Adverse action: s.340: dismissal

  1. Mr Wilson alleged that VAHS dismissed him because he had made complaints.  VAHS admitted that it had dismissed him, but said that it was not because he had made complaints.

  2. Mr King said in his affidavit:

    48. On 29 May 2014 I decided to terminate Fred’s employment. I received a telephone call from Michael Graham, Chairperson, to advise me that he and Michael Eagles had met with Fred and that they wanted my view as to what should occur with Fred’s employment. I said to Michael Graham that the relationship was broken down and that I would expect an apology from Fred for his actions. Michael Graham told me that Fred did not seem to understand the damage he had done to the employment relationship between him and myself and Chrissy and asked me if I was willing to terminate Fred’s employment.

    49. At that time, I had not seen Michael Eagle’s report and did not know what recommendations had been made. I told Michael Graham that I would be willing to terminate, provided the recommendations from the report were consistent with this being an option. Michael Graham said that the report contained termination as an option. I said that termination should occur.

    50. I understand that my decision to terminate Fred’s employment was conveyed to him that day.

    51. Upon my return to the office, I read and signed a letter to Fred in which I confirmed the termination of his employment and the reasons for it.

    52. I did not decide to terminate Fred’s employment because he is aboriginal. VAHS is an aboriginal organisation. As at May 2014, approximately 54% of the employees were aboriginal.

    53. I did not decide to terminate Fred’s employment because he exercised a workplace right to make a genuine complaint. I decided to terminate Fred’s employment because he made false claims about senior members of the VAHS management team. Fred’s complaint was investigated, and found to be vexatious. The vexatious complaint undermined the employment relationship to the point where I considered it to be unworkable.

  1. Mr Wilson cross-examined Mr King about a lot of things, including whether Mr King had been negligent for not knowing the law on racial discrimination.  However, Mr Wilson did not cross-examine Mr King about his reasons for dismissing him.  Consequently, Mr King’s affidavit evidence on that issue was unchallenged.  I found his affidavit evidence on that issue to be plausible.  Indeed, I consider that the communications from Mr Wilson were such that it was inevitable that his employment relationship with the management of VAHS would have broken down irretrievably.  In all the circumstances, I consider that VAHS has discharged the reverse onus of proof on this issue.  That is, I do not accept that VAHS dismissed Mr Wilson because he made complaints.  Rather, I consider that the complaints Mr Wilson made were worded in such a way that they destroyed any possibility of a viable working relationship with senior management.

Adverse action: s.351: calling in a contractor

  1. Mr Wilson claimed that VAHS breached s.351 of the Act by calling in a contractor because of his race.

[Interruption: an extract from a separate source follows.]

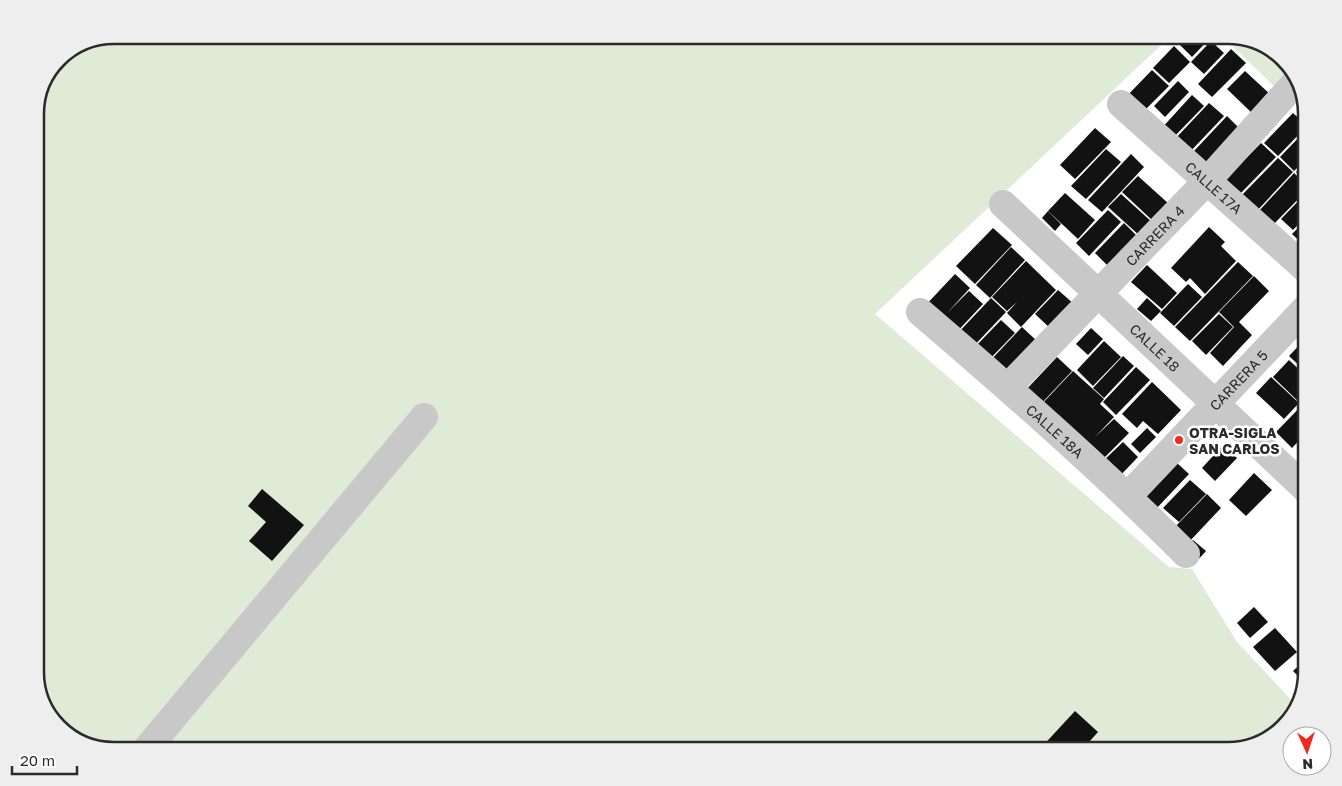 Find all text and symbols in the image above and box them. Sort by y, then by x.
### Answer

Subsection 351(1) of the Act provides as follows:

    An employer must not take adverse action against a person who is an employee, or prospective employee, of the employer because of the person's race, colour, sex, sexual orientation, age, physical or mental disability, marital status, family or carer's responsibilities, pregnancy, religion, political opinion, national extraction or social origin.

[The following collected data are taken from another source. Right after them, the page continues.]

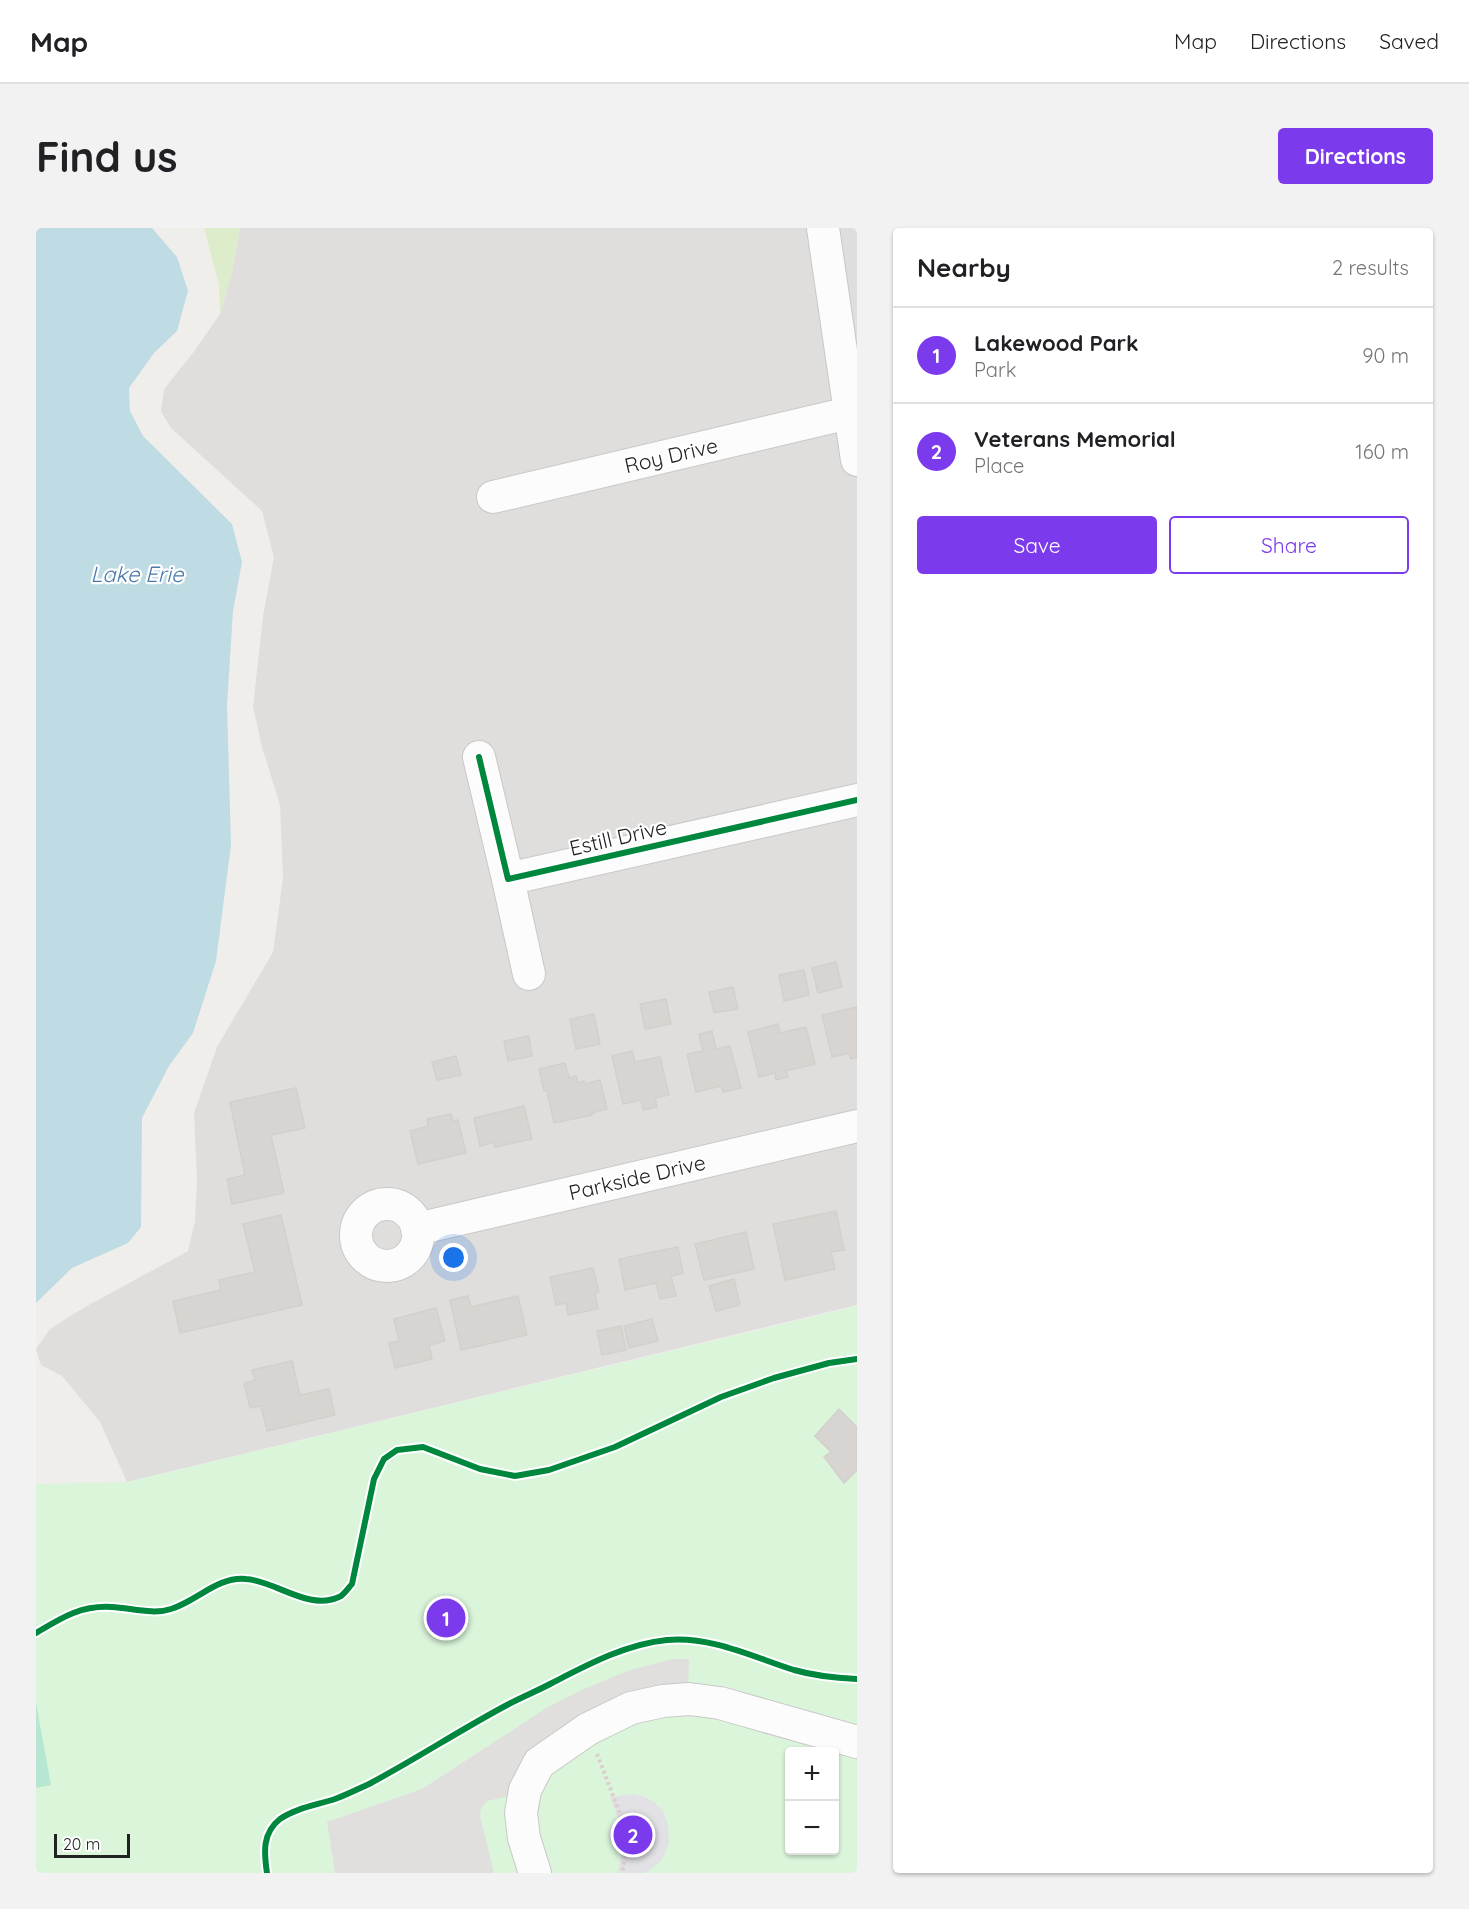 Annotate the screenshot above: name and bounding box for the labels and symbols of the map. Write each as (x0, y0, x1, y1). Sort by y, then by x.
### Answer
street label: Roy Drive (622, 432, 720, 478)
water label: Lake Erie (91, 560, 185, 588)
street label: Estill Drive (567, 813, 669, 861)
street label: Parkside Drive (566, 1149, 708, 1205)
your location (439, 1243, 468, 1272)
pin: 1 (426, 1596, 466, 1640)
pin: 2 (614, 1812, 652, 1858)
scale bar (54, 1831, 130, 1858)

  2. As discussed above, I am prepared to accept for present purposes that VAHS calling in a contractor injured Mr Wilson in his employment or altered his position to his prejudice. 

  3. As also discussed above, I found Mr King’s evidence on the issue of calling in a contractor to be not only plausible but also compelling.  Mr King specifically stated in his affidavit evidence on this issue, which was unchallenged, that he did not callow a contractor to be called in for reasons of Mr Wilson’s race.  I accept that evidence.  Therefore, I accept that VAHS has discharged the reverse onus on this issue.

Adverse action: s.351: discrimination between employees

  1. Mr Wilson claimed that VAHS took adverse action against him contrary to s.351 of the Act because of his race in that VAHS discriminated between him and other employees in that VAHS did not adequately address his complaints whereas it adequately addressed the complaints of other employees.

  2. However, as discussed above, Mr King’s evidence does not permit a finding that VAHS adequately addressed complaints made by other employees.  Consequently, it is not possible to make a finding on the basis of Mr King’s evidence that VAHS treated Mr Wilson any differently in this regard.  That is, on Mr King’s evidence, it is not possible to make a finding that VAHS took adverse action against Mr Wilson by not addressing his complaints adequately while addressing the complaints of other employees adequately.

  3. In relation to Ms Ingram’s evidence, as discussed above, I have accepted that her reasons for not excluding the three men from VAHS were as stated in her affidavit.  That is, I have accepted that her reasons for not excluding the three men were not prohibited reasons, such as Mr Wilson’s race.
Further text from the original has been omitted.